– Входи, мастер Госсен! – раздался голос из тьмы под сводами.
Дверь открылась. Госсен повернулся к послушнику, который нес за ним запертый ларец и забрал у него ношу.
– Уходи, – велел он.
Послушник преклонил колено, поцеловал край мантии заклинателя и пошел по галерее обратно. Госсен проводил его взглядом, и лишь когда послушник скрылся в глубине галереи, вошел в открывшуюся дверь.
Это было его право – приходить к командору в любое время. И его обязанность, если заклинатель получал важные известия. И хотя на дворе была глубокая ночь, Госсен не сомневался, что Гариана обрадует новость, которую он сообщит, а еще больше – то, что лежит в его ларце.
В покоях командора пахло сыростью и мышами. Сам Гариан стоял на коленях у пюпитра со свитком Устава на нем. Госсен вздрогнул, когда, шагнув к алтарю, увидел в свете масляной коптилки лицо главы ордена – оно застыло, губы подергивались, глаза казались стеклянными. Верхняя часть его тощего костлявого тела была обнажена, и на плечах и спине кровоточили свежие рубцы от семихвостой плетки, которая лежала под свитком на деревянной подставке. Изодранная в лохмотья грязная роба была пропитана кровью.
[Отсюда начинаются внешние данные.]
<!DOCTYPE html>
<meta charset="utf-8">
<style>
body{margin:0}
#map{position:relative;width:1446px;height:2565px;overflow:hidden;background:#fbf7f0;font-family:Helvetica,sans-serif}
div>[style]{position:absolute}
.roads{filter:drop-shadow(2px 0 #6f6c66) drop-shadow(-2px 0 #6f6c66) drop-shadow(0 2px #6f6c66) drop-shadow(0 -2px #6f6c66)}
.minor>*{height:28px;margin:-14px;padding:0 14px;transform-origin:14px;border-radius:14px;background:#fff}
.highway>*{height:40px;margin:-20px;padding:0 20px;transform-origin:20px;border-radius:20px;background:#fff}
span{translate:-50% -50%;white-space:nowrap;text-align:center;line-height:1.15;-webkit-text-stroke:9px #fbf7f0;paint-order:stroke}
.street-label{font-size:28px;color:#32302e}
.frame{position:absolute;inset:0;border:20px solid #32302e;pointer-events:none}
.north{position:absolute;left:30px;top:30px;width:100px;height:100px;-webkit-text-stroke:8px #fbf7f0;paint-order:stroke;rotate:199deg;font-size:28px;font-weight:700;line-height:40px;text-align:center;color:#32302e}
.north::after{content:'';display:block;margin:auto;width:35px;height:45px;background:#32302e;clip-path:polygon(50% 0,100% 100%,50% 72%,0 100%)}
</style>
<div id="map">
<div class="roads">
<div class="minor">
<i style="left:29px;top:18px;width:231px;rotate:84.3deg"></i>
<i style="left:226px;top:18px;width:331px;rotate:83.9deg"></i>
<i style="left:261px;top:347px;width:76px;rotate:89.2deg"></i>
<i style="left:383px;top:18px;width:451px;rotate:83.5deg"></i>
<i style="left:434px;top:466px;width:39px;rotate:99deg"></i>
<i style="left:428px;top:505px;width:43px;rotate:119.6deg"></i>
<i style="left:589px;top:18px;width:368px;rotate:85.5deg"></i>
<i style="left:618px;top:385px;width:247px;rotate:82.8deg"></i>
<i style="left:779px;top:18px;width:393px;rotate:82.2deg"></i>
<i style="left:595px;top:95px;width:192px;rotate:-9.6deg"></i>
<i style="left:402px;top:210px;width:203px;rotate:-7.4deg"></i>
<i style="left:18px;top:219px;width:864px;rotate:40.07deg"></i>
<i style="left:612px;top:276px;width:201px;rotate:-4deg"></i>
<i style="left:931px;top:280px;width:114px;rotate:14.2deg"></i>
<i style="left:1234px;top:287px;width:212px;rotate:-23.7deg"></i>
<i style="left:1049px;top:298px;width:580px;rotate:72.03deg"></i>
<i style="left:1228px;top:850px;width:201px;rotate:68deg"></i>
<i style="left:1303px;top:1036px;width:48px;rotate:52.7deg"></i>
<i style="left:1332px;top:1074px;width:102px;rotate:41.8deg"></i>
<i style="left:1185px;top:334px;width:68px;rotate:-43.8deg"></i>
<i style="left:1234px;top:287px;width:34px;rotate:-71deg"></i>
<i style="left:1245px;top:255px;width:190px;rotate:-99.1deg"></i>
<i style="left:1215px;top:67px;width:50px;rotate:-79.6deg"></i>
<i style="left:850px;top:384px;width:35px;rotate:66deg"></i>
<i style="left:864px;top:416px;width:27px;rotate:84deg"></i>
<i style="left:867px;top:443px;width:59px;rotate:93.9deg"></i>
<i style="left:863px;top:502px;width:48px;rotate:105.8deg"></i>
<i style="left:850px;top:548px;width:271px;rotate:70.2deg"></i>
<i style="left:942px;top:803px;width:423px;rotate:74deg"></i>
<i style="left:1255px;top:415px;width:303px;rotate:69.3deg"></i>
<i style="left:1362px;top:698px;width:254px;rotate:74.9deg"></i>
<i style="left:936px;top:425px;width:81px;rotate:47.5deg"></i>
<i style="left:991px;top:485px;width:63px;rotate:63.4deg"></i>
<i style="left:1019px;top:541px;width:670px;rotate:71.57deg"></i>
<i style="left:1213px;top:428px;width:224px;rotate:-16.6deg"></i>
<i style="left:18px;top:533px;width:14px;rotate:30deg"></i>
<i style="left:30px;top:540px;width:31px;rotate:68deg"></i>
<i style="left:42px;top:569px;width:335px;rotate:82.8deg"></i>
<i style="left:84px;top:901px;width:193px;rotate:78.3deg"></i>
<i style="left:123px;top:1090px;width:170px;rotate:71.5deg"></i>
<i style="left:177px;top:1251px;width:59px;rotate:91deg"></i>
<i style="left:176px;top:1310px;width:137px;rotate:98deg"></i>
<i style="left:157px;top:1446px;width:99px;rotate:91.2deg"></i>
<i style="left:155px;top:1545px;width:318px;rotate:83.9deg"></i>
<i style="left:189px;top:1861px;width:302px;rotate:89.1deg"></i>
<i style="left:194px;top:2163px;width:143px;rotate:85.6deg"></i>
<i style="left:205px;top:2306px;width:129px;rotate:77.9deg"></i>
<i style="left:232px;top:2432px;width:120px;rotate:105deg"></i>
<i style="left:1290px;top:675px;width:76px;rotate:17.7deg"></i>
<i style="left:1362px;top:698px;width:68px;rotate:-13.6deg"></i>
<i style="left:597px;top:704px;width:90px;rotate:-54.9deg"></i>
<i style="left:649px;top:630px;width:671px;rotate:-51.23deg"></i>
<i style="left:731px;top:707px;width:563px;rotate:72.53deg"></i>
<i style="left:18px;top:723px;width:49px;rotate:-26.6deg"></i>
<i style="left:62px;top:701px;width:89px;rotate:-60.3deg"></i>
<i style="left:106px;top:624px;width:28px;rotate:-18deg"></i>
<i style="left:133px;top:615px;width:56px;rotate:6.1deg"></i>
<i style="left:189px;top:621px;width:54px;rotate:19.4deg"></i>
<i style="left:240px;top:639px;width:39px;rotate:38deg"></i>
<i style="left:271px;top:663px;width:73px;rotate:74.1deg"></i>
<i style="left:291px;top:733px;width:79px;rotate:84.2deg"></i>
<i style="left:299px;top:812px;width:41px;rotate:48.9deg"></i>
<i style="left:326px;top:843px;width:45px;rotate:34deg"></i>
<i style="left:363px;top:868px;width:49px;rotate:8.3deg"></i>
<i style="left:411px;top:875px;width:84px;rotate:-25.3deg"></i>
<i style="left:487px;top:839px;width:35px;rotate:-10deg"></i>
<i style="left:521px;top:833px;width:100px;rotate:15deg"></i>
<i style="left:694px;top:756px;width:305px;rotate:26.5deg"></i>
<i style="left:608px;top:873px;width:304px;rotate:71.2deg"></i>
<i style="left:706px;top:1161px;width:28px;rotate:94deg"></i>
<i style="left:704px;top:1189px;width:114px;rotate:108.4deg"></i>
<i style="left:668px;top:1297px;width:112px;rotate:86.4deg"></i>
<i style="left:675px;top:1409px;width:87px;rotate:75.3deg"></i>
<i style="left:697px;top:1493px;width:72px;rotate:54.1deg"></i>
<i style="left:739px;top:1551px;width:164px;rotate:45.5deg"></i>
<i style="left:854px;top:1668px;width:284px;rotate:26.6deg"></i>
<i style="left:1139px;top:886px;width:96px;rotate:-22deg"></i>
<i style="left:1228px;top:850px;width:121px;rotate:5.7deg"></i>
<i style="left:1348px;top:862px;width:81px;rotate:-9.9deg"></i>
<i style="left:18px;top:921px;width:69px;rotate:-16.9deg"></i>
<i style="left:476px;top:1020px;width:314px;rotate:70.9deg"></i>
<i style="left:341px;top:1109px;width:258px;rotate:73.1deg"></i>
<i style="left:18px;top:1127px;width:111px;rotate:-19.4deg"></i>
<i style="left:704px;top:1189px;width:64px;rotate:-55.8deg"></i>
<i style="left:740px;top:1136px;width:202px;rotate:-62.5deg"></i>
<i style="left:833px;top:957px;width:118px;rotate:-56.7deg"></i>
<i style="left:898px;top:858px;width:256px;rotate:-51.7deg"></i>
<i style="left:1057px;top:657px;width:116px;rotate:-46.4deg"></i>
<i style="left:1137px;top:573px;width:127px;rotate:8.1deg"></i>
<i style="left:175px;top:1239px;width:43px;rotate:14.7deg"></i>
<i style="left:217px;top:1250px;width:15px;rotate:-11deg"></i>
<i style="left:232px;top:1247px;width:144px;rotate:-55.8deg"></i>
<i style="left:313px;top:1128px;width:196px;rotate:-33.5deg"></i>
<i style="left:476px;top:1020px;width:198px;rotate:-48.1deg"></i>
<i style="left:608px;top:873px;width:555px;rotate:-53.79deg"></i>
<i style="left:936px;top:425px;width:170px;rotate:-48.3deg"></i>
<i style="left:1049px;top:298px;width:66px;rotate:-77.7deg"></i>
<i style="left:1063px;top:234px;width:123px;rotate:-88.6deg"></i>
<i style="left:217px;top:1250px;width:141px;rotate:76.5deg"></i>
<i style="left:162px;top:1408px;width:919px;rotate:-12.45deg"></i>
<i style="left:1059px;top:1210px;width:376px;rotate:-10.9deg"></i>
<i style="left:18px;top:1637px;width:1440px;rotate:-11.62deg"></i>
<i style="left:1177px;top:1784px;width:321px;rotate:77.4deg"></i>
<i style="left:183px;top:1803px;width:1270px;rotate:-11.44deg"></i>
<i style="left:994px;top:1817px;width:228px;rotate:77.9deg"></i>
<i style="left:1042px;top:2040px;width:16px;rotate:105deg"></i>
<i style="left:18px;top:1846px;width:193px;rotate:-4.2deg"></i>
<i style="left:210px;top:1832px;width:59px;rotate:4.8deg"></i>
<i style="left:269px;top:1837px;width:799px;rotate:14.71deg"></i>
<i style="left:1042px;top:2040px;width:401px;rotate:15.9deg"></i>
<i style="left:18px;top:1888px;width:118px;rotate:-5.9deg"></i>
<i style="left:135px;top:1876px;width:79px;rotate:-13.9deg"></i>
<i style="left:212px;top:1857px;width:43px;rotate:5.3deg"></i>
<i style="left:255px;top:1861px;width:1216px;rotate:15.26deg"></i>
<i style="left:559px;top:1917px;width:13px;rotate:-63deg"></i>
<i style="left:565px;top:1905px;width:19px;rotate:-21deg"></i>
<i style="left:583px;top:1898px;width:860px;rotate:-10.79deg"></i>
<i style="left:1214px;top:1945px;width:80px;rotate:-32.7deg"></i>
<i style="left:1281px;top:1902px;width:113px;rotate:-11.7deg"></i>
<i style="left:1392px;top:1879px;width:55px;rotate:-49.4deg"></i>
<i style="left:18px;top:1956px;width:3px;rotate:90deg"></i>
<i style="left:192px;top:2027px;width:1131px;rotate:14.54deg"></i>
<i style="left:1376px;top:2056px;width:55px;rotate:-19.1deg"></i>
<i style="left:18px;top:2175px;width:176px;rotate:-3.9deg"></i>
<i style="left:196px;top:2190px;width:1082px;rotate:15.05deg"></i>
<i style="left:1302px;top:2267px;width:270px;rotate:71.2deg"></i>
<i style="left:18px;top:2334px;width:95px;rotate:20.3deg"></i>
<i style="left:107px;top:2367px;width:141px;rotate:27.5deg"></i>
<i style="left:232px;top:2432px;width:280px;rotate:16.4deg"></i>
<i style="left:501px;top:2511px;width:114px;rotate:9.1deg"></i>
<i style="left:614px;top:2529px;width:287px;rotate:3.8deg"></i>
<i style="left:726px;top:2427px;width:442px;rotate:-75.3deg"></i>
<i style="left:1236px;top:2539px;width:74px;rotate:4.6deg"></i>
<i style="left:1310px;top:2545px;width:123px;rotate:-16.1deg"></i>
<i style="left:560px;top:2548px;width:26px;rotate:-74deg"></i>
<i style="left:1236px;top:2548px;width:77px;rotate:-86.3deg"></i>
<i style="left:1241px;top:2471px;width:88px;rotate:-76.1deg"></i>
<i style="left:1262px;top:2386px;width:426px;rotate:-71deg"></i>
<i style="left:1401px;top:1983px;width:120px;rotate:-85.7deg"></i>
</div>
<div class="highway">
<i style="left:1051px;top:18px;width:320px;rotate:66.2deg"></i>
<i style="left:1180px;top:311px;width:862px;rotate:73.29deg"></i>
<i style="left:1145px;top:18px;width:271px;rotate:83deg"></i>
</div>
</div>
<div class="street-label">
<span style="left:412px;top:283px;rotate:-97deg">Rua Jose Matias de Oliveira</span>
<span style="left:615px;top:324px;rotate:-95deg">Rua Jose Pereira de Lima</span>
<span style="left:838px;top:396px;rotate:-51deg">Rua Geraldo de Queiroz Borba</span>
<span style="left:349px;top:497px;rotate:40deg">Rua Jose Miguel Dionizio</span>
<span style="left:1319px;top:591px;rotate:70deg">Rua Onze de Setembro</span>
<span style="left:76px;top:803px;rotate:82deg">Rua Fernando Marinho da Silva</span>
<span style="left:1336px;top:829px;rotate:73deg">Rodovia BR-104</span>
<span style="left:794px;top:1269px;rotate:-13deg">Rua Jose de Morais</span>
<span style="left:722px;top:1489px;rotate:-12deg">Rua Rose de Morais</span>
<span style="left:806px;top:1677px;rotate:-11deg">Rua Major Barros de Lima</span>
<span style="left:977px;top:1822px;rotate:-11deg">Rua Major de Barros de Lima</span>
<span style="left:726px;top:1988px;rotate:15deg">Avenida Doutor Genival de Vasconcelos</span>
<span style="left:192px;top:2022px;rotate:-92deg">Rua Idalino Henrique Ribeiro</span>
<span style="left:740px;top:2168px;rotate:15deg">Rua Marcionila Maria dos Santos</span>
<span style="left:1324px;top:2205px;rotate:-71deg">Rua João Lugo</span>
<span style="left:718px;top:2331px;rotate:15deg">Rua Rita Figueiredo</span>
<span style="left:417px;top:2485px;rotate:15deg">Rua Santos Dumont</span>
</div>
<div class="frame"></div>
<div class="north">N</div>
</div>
– Отец Гариан! – позвал Госсен.
– Зачем ты здесь? – глухо ответил верховный инквизитор, не поворачивая головы.
– Я пришел с новостями, отец мой.
– Твое дыхание пахнет мясом. Ты носишь теплый плащ, брат Госсен?
– Я… (О Всемогущий, вот почему эти портреты так на него смотрели!). Там, снаружи, сильный мороз, отец мой, и я…
– Я не осуждаю тебя, и вот доказательство, – Гариан шагнул к заклинателю и поцеловал его. – Ты мой брат, я не могу судить тебя.
– Вот! – Госсен сорвал с себя шерстяной плащ и бросил на пол. – Мне он не нужен.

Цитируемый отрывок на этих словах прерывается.